What difference will I make?
Have you ever asked this to your beloved ones?
I think no. So better ask them before I ask myself. Because when you doubt your worth it is them that lift you up. You may be a disappointment in someone else's life but in theirs you will always be important.

Am I a loser? I'll be if I decide to do this. How can I be strong? I don't need to be strong. I just wanna be heard to make my heart light. Weakness isn't a bad thing. Being strong is not the only option. I can be weak and happy. But I can never carry on with a heavy heart.

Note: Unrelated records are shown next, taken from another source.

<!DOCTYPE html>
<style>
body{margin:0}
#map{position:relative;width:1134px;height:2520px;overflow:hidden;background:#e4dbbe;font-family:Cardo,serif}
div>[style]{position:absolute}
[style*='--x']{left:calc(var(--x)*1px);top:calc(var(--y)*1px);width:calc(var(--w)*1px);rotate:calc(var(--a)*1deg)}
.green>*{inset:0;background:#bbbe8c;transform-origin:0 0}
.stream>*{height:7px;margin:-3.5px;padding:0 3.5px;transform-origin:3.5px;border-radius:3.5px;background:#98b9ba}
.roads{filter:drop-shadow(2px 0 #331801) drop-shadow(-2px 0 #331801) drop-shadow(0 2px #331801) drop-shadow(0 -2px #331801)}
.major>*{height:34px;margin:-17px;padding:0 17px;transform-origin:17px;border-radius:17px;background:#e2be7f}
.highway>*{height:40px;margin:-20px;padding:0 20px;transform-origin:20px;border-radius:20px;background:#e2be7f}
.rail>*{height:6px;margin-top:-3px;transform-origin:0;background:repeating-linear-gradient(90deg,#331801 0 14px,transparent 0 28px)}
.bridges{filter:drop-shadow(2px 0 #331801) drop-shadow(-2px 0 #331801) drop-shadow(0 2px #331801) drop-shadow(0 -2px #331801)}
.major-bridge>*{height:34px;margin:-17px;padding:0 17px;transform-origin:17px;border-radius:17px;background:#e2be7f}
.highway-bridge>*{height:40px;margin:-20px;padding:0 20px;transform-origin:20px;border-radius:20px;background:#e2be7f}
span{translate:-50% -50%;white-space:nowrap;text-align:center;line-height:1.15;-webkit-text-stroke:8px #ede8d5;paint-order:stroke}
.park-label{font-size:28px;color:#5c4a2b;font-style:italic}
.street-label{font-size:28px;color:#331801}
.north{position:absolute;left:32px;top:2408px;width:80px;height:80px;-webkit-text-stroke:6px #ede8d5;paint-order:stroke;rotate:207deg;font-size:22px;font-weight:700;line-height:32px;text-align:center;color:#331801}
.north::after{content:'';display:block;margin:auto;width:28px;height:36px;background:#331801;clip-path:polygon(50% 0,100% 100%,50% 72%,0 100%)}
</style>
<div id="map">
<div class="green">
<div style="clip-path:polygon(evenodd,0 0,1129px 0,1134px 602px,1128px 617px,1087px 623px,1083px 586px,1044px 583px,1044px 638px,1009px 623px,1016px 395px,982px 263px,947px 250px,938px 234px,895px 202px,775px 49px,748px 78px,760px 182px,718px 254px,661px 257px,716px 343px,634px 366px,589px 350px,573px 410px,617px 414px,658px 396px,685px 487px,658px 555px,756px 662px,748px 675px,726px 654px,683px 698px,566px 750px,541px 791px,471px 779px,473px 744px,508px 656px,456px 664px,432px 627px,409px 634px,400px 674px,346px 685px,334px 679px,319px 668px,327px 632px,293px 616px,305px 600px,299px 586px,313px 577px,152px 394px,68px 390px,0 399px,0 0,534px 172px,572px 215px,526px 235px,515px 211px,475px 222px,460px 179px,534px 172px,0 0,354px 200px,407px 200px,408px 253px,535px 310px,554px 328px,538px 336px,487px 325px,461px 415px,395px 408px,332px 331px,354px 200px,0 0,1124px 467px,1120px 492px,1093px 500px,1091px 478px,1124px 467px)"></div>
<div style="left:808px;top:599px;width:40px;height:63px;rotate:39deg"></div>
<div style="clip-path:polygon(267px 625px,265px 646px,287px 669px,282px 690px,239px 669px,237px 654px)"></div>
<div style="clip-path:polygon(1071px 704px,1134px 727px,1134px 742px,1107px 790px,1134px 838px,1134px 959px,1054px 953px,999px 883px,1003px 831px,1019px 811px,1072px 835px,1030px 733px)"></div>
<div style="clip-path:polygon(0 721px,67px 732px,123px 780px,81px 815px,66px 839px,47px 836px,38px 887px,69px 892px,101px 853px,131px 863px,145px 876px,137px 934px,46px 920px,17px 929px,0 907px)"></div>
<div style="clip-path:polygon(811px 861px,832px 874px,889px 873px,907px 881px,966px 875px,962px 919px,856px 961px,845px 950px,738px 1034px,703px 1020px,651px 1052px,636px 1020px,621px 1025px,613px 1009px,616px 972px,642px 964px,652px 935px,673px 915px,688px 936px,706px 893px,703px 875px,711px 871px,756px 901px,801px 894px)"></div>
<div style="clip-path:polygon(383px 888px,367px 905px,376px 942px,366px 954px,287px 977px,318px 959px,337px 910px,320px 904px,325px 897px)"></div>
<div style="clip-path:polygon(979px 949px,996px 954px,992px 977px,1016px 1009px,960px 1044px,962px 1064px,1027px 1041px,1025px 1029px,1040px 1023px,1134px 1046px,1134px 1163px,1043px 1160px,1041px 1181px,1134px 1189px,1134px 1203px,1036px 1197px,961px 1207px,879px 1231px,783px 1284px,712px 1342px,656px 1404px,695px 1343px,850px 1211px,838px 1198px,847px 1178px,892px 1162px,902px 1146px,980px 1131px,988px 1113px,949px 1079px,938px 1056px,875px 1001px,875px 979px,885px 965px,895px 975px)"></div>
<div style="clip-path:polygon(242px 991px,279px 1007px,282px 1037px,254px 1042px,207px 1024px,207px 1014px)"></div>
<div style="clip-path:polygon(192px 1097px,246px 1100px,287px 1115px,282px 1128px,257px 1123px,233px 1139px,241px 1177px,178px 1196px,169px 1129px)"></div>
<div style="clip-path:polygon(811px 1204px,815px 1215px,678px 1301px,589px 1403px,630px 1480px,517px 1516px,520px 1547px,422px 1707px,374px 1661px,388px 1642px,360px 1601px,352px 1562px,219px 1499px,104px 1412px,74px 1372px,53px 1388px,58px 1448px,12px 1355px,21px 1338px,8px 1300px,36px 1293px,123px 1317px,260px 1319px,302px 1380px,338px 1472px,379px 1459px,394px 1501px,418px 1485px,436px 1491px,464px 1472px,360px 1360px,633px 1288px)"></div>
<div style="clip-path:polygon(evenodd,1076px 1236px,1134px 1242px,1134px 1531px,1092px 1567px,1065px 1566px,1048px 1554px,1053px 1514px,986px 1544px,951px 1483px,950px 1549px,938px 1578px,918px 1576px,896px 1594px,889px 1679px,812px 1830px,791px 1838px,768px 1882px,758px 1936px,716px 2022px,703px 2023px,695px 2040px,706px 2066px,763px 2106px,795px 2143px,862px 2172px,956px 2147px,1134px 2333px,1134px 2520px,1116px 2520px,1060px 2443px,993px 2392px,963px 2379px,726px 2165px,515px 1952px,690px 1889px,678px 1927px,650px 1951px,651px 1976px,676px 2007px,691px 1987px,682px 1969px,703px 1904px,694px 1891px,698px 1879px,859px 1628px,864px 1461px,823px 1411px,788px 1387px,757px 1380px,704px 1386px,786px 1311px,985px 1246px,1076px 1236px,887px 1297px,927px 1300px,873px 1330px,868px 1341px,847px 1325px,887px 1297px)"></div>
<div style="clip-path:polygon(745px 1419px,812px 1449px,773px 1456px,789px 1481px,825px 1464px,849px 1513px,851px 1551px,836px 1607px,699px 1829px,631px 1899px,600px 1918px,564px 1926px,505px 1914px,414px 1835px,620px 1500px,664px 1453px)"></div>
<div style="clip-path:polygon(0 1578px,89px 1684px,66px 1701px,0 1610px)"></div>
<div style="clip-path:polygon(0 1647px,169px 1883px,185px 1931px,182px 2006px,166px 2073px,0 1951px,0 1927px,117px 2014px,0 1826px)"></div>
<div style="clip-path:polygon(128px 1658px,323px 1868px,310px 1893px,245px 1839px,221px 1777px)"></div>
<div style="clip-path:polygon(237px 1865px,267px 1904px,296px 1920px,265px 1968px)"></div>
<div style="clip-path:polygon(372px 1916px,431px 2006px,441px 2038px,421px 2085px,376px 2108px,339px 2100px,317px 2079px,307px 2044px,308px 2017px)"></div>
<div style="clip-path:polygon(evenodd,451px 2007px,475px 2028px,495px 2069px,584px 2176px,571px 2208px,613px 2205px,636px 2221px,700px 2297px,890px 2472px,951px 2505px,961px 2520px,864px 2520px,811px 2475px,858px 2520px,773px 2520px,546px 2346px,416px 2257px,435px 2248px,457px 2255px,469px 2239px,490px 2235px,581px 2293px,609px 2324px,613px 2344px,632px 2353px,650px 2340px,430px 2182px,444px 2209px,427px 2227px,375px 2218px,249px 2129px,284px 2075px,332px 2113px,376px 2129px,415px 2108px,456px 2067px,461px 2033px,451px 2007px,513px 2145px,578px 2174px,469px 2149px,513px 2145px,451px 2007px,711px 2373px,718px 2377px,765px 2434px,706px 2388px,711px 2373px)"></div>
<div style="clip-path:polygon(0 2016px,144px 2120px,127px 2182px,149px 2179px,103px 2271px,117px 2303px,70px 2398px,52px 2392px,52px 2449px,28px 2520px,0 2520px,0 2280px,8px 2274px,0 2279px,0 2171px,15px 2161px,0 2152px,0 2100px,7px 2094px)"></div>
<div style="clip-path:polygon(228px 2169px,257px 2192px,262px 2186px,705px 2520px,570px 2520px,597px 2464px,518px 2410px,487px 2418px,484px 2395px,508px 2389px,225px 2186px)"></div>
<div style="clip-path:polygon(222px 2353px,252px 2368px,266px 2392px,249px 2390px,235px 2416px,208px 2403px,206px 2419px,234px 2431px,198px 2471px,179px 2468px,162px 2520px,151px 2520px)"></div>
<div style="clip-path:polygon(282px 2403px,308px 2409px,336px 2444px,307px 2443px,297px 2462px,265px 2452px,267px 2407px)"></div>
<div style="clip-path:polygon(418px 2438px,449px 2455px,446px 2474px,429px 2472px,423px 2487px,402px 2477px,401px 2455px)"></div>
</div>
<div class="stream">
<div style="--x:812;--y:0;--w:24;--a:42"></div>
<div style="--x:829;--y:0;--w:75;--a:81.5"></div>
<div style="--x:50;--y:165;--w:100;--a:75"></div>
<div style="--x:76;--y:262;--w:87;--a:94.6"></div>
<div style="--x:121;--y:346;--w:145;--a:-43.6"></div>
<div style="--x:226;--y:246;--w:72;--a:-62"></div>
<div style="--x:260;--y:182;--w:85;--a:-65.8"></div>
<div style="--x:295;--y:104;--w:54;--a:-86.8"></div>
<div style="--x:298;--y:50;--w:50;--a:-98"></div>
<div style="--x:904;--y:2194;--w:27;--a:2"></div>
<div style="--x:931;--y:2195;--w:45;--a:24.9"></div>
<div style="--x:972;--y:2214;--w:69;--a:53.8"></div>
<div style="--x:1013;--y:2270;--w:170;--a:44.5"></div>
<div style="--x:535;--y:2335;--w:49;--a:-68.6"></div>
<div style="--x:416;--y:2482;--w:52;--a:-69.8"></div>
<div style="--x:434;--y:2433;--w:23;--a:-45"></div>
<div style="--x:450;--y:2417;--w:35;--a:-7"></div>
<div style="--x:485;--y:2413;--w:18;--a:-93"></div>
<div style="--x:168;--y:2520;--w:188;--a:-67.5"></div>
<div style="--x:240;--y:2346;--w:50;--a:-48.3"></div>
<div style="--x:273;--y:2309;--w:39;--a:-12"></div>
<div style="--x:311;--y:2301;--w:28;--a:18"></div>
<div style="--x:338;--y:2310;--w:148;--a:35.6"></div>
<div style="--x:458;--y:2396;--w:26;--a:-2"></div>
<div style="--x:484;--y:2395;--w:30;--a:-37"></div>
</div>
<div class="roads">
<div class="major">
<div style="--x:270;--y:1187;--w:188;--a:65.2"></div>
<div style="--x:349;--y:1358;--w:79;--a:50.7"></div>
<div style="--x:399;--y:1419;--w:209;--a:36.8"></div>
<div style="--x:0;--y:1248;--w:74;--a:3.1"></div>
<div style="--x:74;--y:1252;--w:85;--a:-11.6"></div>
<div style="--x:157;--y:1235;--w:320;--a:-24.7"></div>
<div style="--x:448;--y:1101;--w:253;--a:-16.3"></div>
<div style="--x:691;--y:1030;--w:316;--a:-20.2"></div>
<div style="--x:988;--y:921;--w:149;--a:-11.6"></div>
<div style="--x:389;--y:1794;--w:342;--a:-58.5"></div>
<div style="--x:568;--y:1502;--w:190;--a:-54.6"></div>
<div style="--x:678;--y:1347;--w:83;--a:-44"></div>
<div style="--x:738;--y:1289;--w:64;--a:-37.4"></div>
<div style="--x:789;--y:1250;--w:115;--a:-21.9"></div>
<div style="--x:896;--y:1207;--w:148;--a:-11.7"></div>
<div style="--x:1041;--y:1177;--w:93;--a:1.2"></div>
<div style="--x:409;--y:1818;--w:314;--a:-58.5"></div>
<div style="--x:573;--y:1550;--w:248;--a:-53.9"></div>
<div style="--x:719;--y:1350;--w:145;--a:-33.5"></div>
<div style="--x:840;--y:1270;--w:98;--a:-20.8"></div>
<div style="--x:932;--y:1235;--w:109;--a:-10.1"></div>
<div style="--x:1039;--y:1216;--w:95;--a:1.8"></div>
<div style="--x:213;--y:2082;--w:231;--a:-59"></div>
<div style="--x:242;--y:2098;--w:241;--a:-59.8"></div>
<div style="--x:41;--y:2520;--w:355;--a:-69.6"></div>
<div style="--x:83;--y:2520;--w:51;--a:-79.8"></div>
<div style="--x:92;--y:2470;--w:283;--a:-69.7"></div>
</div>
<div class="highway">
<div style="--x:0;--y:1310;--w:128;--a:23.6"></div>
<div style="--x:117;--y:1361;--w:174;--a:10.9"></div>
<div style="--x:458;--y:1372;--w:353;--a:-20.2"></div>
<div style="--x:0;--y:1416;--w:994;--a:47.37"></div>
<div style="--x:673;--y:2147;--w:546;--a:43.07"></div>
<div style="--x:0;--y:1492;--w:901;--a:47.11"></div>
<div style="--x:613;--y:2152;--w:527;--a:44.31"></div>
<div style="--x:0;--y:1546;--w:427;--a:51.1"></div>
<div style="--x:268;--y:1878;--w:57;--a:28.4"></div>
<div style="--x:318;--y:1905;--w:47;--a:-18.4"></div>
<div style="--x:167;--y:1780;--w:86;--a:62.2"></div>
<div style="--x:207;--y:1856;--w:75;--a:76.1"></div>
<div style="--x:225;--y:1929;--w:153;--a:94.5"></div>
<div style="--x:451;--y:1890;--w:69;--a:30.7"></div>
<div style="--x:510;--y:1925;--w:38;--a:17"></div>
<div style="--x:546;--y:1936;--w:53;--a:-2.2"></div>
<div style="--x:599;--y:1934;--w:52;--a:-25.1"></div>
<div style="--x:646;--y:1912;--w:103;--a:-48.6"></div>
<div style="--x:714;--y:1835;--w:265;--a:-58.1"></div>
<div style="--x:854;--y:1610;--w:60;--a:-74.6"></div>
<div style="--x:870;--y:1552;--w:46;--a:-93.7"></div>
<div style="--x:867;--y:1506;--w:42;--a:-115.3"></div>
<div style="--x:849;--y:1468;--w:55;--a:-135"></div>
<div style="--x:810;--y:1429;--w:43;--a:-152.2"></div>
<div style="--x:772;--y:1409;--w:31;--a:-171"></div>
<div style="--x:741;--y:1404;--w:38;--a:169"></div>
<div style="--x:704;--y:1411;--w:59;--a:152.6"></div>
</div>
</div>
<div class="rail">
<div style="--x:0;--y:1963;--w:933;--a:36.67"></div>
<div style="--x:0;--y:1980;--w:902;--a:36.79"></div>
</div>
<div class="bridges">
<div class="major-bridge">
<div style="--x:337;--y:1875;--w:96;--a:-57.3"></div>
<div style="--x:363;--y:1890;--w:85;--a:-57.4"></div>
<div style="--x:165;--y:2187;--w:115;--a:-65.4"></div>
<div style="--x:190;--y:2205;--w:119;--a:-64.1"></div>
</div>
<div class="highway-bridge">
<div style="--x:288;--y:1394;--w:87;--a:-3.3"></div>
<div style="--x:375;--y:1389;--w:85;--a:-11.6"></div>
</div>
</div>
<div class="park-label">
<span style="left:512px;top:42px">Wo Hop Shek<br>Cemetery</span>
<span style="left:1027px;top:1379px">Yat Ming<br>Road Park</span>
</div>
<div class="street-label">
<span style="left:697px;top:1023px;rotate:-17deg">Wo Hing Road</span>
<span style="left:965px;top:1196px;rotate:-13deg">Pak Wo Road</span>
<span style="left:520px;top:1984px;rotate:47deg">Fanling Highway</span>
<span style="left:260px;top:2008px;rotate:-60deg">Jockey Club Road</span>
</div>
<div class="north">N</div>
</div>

How will I overcome? I already know the answer but why didn't I consider it? Because I was afraid that I may be laughed at. I was afraid that my pain wouldn't matter much. I was afraid that I'll be pinned down for more pain. Will I be able to take anymore of that pain? No. So, I wanted to take this path.

Is this correct? Damn, if this was correct I wouldn't be having these second thoughts. This is wrong, absolutely wrong. Because it doesn't do me any good. It just leaves many others in tears. Do I want to take this road anyway? I don't think so. Because in the end it is them who lend us their shoulder to lean on.

What did I do? Oh the usual, called my friend, had a nice chat. The truth was finally spoken out; there was no need of those lies anymore. I was alright. It was 2AM in the morning, so I went to bed and slept peacefully.